Summary
IDEXX Laboratories, Inc. reported its first-quarter 2002 financial results, showing a slight increase in revenue to $96.55 million from $91.43 million in the same period of the prior year. While overall revenue grew, net income saw a decrease to $7.19 million from $7.61 million in Q1 2001, with diluted earnings per share declining to $0.21 from $0.22. The company experienced growth in its Companion Animal Group (CAG) driven by increased sales of VetTest slides and reference laboratory services, though this was partially offset by lower sales of canine test kits and a specific treatment for ear mites. The Food and Environmental Group (FEG) also saw revenue growth, primarily from livestock and water testing products. A significant factor impacting the results was a $2.9 million pre-tax charge related to the CEO succession in January 2002. Additionally, the company adopted new accounting standards, notably SFAS No. 142, which ceased goodwill amortization and is expected to reduce future operating expenses, though it necessitates an impairment review.
Key Highlights
- 1Total revenue increased by 5.6% to $96.55 million for the first quarter of 2002, compared to $91.43 million in the first quarter of 2001.
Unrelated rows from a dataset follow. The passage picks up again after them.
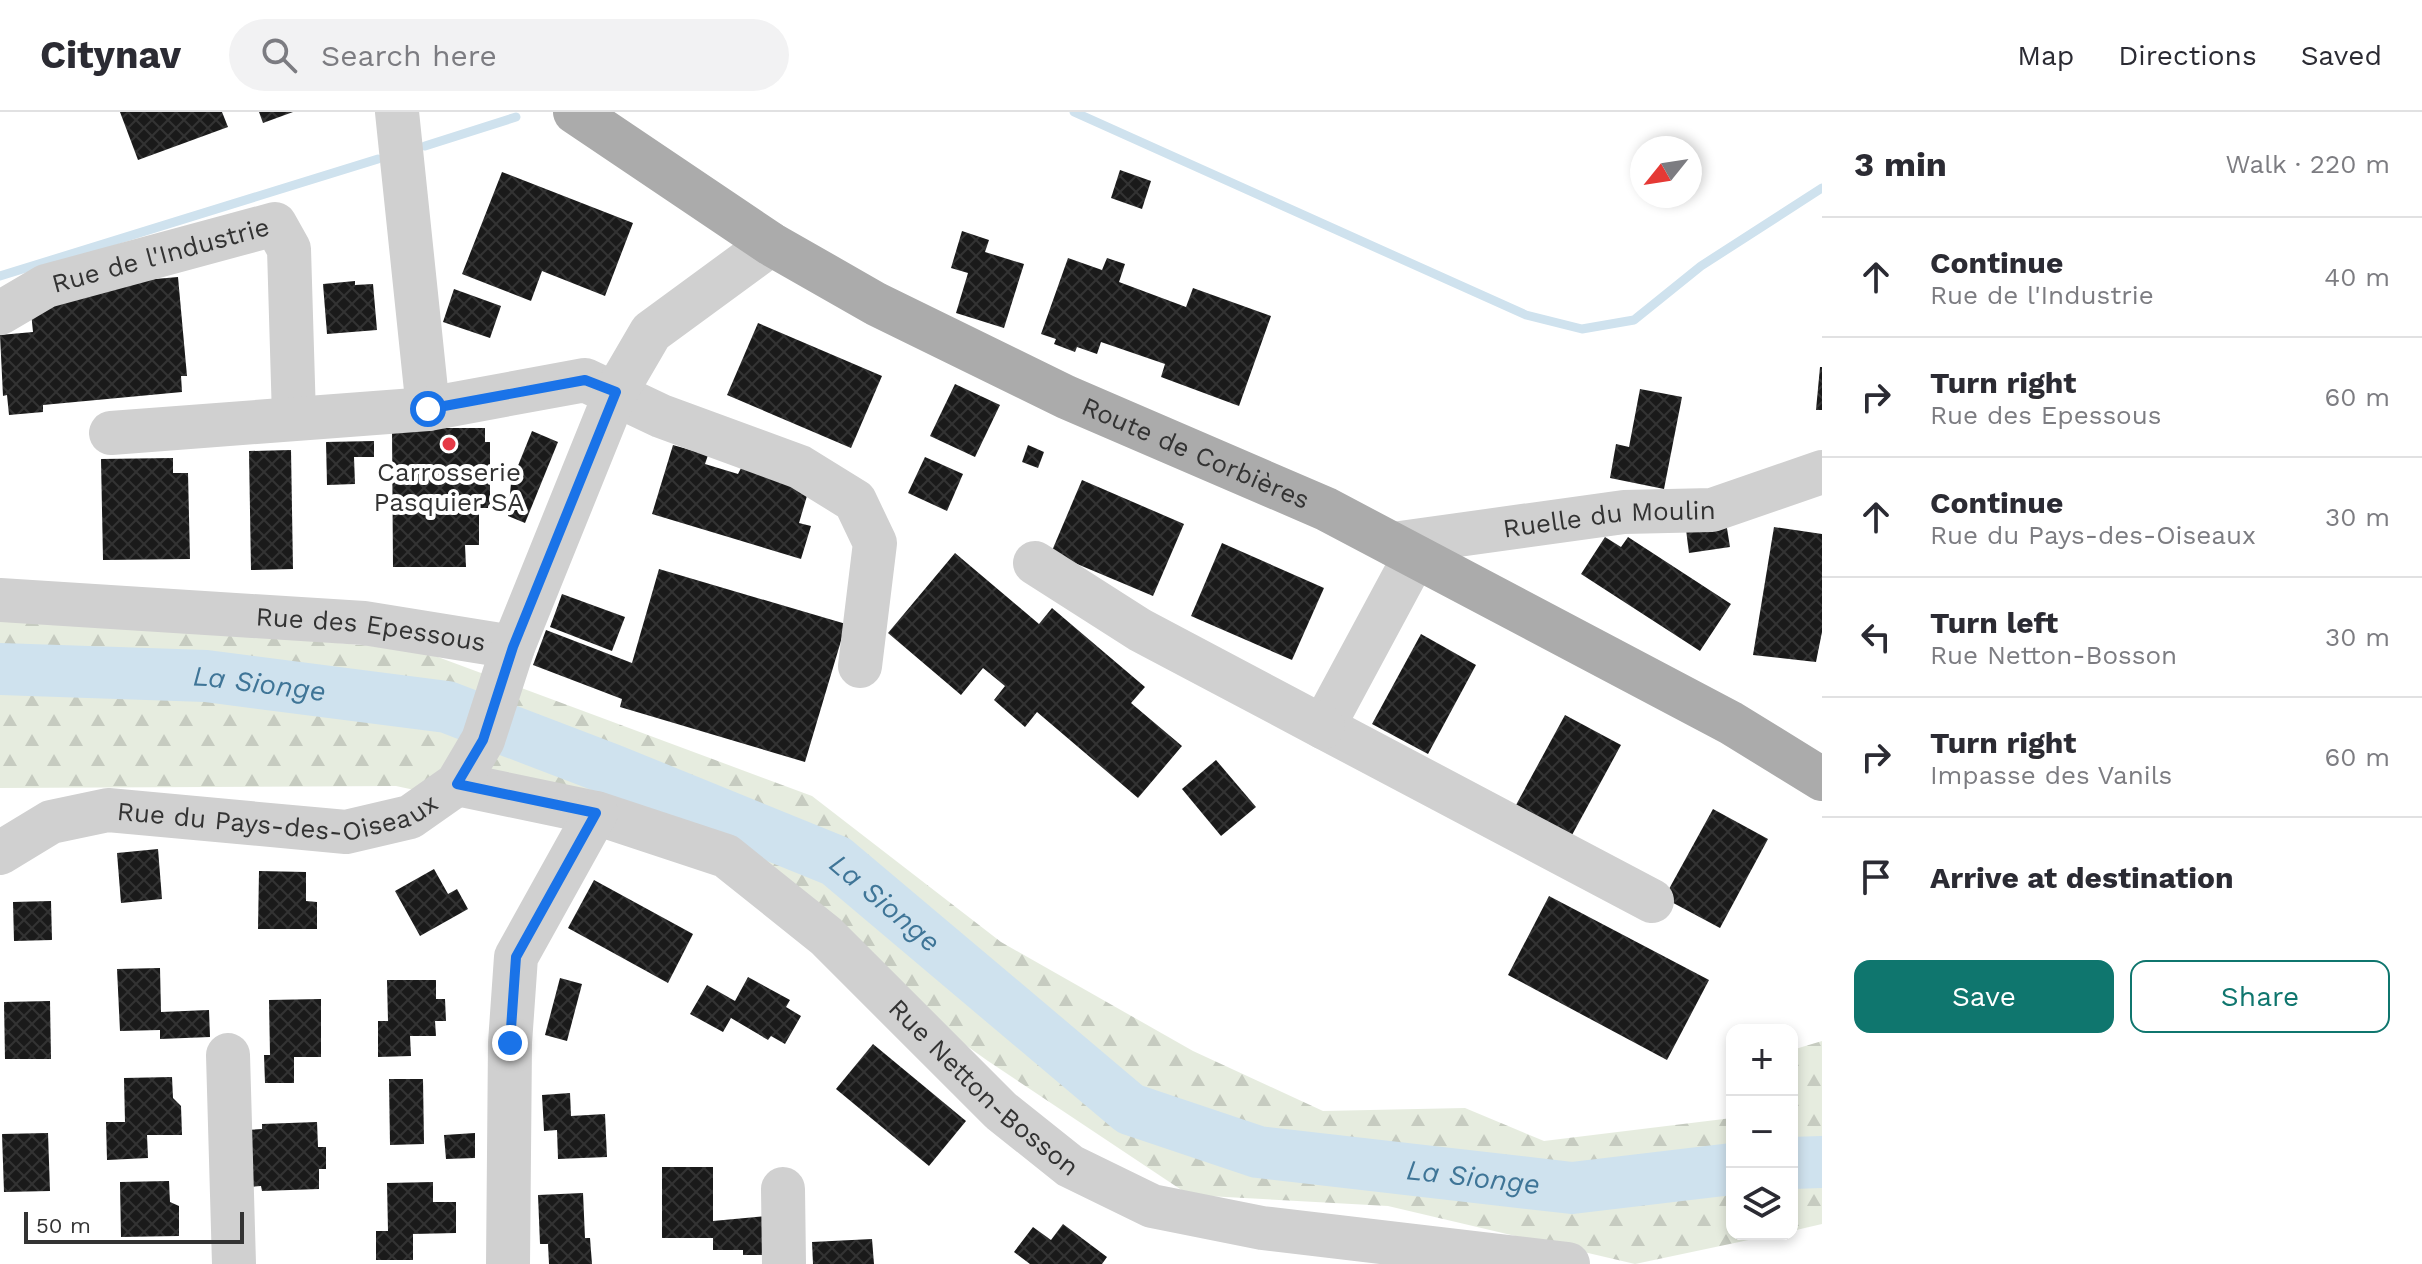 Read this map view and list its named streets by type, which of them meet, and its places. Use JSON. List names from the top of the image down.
{
  "streets": {
    "main road": ["Route de Corbières"],
    "street": [
      "Rue de l'Industrie",
      "Ruelle du Moulin",
      "Rue des Epessous",
      "Rue du Pays-des-Oiseaux",
      "Rue Netton-Bosson"
    ]
  },
  "crossings": [
    ["Route de Corbières", "Ruelle du Moulin"],
    ["Route de Corbières", "Rue des Epessous"],
    ["Rue des Epessous", "Rue du Pays-des-Oiseaux"],
    ["Rue du Pays-des-Oiseaux", "Rue Netton-Bosson"]
  ],
  "water": ["La Sionge"],
  "places": ["Carrosserie Pasquier SA"],
  "scale_bar": "50 m",
  "north": "bottom left",
  "page": {
    "header": "Citynav",
    "search": "Search here",
    "nav": ["Map", "Directions", "Saved"],
    "heading": ["3 min", "Walk · 220 m"],
    "list": [
      ["Continue", "Rue de l'Industrie", "40 m"],
      ["Turn right", "Rue des Epessous", "60 m"],
      ["Continue", "Rue du Pays-des-Oiseaux", "30 m"],
      ["Turn left", "Rue Netton-Bosson", "30 m"],
      ["Turn right", "Impasse des Vanils", "60 m"],
      "Arrive at destination"
    ],
    "buttons": ["Save", "Share"],
    "map_buttons": ["+", "−"],
    "scale": "50 m"
  }
}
- 2Net income decreased by 5.7% to $7.19 million in Q1 2002, down from $7.61 million in Q1 2001.
- 3Diluted earnings per share (EPS) decreased to $0.21 in Q1 2002 from $0.22 in Q1 2001.
- 4The Companion Animal Group (CAG) revenue grew by 4% to $76.43 million, primarily due to increased sales of VetTest slides and veterinary reference laboratory services.
- 5The Food and Environmental Group (FEG) revenue increased by 13% to $20.12 million, driven by livestock and water testing products.
- 6A pre-tax charge of $2.9 million related to CEO succession impacted the current quarter's results.
- 7The company adopted SFAS No. 142, ceasing goodwill amortization, which is expected to reduce future operating expenses and positively impact the effective tax rate.